Whenever a line carries the word "lineWidth", pull it out of the entries.

:: RECORDS FOR THIS TASK

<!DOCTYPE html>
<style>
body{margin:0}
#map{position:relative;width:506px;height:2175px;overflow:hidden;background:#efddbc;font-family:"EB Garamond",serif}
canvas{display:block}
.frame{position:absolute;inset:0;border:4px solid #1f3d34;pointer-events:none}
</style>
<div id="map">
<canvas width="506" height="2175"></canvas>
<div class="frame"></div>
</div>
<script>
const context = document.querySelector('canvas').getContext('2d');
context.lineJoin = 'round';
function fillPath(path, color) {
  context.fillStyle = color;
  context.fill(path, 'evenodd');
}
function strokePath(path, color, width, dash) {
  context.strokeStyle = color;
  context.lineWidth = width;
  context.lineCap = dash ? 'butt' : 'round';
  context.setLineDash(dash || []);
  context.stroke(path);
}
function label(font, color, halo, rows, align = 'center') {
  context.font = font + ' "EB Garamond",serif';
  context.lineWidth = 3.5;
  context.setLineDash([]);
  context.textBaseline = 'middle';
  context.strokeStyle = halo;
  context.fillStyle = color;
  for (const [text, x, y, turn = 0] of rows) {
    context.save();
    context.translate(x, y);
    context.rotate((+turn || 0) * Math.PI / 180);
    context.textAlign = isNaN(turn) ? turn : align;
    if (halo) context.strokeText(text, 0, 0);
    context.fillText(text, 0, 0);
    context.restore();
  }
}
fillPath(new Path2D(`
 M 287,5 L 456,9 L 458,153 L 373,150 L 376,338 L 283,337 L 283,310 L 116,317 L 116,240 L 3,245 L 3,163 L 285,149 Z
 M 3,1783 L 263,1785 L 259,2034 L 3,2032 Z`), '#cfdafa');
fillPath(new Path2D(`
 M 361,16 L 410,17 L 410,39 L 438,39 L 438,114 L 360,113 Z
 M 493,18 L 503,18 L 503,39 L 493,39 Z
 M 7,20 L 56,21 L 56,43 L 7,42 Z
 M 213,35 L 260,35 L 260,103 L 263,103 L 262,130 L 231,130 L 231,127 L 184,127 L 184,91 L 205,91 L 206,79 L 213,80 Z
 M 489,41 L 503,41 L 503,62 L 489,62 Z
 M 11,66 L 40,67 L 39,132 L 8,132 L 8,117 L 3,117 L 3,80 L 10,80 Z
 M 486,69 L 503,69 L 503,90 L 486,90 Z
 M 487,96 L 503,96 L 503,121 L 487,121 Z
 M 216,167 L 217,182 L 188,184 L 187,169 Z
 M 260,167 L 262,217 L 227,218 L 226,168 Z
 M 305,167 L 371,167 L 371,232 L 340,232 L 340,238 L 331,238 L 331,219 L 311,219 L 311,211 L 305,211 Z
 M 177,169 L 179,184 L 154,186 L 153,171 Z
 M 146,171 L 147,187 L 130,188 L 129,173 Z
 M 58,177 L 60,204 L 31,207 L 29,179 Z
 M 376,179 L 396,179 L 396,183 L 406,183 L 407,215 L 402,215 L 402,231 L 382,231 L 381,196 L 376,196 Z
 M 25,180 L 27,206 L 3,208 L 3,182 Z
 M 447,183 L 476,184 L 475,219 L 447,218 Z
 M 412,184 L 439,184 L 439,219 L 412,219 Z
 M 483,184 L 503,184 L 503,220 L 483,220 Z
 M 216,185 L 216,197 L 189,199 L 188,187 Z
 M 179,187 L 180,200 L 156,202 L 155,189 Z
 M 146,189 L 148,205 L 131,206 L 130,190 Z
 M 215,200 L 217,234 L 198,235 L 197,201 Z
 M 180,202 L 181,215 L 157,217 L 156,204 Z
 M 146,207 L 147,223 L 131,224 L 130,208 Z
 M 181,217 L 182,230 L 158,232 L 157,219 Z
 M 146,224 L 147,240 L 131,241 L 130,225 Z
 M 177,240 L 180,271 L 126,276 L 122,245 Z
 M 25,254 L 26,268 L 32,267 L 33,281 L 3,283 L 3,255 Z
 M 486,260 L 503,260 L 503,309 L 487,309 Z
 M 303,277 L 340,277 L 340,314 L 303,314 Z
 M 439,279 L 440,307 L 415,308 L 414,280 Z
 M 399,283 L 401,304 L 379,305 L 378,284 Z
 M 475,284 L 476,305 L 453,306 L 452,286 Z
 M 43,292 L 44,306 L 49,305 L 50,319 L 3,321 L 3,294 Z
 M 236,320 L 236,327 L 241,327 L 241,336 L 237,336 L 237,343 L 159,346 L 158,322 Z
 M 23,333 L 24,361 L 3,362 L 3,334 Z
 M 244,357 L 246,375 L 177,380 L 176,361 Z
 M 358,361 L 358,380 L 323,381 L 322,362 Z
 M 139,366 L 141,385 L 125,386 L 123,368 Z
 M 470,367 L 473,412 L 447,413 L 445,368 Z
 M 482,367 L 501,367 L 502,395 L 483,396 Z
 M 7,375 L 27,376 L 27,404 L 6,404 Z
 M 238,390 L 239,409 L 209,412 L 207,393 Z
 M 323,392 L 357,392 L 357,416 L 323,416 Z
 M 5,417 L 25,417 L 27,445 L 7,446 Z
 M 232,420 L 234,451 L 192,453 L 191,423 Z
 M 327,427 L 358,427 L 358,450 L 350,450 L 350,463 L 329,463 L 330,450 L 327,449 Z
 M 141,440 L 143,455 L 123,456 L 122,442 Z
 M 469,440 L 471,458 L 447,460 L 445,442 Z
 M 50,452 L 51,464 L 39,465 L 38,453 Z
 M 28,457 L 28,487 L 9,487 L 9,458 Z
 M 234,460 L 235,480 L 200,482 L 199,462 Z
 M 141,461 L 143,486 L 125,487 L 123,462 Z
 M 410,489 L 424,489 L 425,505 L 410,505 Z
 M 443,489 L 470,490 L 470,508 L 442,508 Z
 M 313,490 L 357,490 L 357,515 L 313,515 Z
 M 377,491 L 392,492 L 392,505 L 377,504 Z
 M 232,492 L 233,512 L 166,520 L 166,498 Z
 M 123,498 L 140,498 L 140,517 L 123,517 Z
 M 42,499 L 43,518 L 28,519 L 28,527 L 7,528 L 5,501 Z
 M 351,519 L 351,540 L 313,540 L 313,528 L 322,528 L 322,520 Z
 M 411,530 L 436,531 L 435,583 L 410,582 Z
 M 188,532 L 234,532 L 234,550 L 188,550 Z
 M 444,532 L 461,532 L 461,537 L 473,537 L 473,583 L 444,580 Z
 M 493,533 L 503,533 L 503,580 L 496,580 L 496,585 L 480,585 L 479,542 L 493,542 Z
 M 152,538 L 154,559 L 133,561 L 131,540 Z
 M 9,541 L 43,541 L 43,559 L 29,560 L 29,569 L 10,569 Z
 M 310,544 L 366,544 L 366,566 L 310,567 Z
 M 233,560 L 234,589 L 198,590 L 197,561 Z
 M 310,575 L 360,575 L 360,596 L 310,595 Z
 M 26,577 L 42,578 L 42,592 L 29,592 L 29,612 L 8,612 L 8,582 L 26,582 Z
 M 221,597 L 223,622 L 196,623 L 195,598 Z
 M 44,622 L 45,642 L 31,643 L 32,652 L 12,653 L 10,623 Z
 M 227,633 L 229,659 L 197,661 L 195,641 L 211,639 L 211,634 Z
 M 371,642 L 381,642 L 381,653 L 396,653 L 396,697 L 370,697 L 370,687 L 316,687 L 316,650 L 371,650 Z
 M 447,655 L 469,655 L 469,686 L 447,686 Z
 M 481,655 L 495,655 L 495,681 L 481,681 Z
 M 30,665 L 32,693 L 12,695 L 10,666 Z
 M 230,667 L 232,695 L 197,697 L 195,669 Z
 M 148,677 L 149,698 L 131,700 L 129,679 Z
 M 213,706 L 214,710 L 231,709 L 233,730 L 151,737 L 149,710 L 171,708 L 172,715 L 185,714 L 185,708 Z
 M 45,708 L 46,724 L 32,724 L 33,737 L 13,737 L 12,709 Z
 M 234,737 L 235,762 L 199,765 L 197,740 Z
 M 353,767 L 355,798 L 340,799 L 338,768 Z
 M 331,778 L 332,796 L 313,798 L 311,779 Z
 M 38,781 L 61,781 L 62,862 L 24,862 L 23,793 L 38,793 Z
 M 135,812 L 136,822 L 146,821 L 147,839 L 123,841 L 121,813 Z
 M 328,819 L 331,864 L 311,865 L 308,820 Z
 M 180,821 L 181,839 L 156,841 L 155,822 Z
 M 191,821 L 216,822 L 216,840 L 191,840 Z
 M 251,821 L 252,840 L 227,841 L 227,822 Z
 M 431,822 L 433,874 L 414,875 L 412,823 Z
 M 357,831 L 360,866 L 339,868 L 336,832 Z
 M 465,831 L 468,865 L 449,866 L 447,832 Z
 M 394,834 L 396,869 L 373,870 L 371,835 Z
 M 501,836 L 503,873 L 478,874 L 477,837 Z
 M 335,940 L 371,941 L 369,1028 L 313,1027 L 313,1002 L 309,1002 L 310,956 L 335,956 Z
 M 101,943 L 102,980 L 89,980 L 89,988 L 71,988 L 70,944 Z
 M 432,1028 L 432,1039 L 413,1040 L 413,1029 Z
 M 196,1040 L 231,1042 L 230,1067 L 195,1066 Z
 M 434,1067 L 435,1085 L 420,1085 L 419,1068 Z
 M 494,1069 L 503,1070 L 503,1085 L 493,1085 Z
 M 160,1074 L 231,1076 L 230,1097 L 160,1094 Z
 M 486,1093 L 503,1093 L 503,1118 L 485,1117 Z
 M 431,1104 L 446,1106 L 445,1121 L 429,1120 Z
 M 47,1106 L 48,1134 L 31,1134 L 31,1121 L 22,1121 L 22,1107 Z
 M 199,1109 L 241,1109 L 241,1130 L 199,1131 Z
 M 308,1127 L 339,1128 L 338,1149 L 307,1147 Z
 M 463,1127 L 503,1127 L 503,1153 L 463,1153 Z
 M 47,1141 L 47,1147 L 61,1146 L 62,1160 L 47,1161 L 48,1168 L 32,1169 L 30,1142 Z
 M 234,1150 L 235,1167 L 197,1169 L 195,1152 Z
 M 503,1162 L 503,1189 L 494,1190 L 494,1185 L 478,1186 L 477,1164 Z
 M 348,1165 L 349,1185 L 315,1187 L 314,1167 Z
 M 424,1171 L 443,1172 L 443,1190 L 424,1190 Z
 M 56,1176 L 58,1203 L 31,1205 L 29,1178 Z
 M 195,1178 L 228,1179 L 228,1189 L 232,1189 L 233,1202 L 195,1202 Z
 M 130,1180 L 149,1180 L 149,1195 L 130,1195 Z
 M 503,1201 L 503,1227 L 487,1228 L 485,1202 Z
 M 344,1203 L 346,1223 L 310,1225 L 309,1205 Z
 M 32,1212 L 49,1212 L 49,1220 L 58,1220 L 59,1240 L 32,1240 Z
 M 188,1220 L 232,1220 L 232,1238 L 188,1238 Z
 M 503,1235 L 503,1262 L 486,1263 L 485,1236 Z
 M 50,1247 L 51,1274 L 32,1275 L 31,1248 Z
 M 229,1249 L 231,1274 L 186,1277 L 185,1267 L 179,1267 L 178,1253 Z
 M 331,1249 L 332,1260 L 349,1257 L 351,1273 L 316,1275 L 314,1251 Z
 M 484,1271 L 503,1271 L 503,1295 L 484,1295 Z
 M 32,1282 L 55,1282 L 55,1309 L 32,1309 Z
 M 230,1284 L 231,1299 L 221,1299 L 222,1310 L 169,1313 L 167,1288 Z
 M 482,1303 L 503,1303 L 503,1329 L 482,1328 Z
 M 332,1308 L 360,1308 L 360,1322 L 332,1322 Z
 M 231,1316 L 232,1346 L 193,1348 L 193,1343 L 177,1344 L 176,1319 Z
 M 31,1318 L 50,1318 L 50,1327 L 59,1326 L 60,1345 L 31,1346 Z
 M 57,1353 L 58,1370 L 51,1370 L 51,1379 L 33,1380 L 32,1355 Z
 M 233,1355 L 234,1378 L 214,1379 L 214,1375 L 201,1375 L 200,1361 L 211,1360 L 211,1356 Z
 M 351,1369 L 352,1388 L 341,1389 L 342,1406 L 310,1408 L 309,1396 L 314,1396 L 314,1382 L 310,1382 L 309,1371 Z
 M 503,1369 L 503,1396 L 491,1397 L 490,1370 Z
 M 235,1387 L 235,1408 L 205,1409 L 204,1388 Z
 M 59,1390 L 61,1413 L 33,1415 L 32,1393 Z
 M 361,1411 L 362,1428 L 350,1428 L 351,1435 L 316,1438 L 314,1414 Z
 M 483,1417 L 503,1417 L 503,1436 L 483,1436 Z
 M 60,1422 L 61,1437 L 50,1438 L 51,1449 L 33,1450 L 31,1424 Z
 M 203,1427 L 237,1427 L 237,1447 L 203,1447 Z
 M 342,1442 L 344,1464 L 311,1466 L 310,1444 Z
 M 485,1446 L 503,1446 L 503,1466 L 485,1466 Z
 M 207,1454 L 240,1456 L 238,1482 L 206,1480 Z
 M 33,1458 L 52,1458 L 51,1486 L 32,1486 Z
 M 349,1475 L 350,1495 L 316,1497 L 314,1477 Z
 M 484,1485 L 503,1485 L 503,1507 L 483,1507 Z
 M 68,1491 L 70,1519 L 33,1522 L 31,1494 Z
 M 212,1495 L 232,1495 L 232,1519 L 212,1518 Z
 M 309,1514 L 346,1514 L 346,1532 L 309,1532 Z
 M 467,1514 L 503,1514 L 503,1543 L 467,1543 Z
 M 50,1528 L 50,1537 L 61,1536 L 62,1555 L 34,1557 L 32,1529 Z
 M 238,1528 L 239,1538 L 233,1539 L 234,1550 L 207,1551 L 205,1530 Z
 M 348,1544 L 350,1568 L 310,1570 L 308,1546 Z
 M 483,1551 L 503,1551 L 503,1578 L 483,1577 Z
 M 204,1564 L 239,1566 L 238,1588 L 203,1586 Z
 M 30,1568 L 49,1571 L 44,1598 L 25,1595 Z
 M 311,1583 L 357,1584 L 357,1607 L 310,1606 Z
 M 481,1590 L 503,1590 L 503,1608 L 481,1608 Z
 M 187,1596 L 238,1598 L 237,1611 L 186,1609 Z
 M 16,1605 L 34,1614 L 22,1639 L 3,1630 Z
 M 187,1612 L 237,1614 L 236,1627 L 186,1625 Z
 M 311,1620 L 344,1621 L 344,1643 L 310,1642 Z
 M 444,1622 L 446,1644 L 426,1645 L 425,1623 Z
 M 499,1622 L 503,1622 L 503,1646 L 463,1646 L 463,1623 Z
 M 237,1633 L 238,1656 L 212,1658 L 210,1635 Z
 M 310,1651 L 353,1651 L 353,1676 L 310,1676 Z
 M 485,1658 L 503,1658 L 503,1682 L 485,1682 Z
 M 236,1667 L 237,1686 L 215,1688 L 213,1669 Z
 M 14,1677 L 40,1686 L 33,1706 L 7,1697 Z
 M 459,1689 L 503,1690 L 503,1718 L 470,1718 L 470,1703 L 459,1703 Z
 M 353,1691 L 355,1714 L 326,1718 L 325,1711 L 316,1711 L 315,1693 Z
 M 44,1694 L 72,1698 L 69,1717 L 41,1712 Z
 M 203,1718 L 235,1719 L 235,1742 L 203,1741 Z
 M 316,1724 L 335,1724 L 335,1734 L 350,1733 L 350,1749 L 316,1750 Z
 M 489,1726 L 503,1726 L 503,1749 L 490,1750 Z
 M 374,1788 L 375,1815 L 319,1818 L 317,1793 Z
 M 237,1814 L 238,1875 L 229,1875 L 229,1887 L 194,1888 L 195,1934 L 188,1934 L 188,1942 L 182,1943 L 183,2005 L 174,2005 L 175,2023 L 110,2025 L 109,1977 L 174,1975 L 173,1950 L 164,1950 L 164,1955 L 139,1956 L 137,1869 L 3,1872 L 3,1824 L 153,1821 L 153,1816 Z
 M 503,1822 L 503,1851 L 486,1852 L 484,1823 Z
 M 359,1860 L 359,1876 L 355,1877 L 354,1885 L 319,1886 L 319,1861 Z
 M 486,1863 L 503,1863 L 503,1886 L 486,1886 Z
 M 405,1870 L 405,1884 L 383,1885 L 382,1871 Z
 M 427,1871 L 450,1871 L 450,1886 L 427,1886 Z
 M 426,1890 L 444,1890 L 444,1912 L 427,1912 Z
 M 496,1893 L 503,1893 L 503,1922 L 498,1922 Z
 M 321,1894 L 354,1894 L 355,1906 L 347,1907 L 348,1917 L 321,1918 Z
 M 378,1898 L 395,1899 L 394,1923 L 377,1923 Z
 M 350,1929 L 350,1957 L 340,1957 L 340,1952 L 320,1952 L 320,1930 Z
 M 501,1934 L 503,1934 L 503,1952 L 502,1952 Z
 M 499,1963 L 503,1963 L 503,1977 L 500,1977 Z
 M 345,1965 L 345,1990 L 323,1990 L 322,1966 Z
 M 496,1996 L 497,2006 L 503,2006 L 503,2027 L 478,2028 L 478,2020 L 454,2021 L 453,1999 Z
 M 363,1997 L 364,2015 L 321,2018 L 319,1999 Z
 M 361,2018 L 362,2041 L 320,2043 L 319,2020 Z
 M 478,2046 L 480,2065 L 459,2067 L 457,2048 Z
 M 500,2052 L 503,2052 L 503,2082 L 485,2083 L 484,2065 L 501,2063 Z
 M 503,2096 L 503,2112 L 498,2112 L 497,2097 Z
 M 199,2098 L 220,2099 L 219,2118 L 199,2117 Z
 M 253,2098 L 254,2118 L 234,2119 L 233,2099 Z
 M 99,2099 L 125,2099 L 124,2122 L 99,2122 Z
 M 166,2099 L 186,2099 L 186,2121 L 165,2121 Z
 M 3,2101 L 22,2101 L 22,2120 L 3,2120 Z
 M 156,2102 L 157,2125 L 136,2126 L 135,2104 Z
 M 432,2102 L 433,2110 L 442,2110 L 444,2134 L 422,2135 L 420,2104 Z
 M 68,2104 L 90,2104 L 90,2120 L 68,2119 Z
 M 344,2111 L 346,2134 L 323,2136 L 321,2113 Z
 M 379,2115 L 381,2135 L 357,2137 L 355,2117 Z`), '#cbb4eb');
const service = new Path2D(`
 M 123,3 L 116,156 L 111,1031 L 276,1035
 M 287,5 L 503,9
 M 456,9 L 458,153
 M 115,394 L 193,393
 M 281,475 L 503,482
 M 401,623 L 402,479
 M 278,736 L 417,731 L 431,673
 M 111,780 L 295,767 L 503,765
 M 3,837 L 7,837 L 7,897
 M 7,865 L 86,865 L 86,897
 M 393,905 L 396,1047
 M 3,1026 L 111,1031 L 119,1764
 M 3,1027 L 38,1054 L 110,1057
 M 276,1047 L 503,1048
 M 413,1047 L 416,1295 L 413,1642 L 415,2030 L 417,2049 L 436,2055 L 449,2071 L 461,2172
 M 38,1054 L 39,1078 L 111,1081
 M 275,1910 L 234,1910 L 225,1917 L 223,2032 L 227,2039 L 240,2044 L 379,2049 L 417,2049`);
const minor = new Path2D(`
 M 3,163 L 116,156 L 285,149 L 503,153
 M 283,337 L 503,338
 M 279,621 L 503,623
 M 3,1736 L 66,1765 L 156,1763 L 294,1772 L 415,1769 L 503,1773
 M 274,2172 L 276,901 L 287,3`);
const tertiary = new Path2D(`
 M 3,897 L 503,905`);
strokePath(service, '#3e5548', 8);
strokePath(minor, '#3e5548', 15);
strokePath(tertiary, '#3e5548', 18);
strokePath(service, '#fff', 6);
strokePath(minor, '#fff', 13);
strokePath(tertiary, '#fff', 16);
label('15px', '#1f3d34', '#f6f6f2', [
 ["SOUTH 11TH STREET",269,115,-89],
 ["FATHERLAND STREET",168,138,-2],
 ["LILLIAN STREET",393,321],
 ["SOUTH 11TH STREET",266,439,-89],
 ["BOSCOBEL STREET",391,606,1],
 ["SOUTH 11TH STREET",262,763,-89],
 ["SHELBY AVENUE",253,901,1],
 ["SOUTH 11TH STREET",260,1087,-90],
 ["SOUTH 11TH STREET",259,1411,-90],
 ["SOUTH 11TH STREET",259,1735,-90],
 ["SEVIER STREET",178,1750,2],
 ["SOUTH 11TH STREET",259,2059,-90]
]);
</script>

::::

### RESPONSE TO THIS TASK
  context.lineWidth = width;
  context.lineWidth = 3.5;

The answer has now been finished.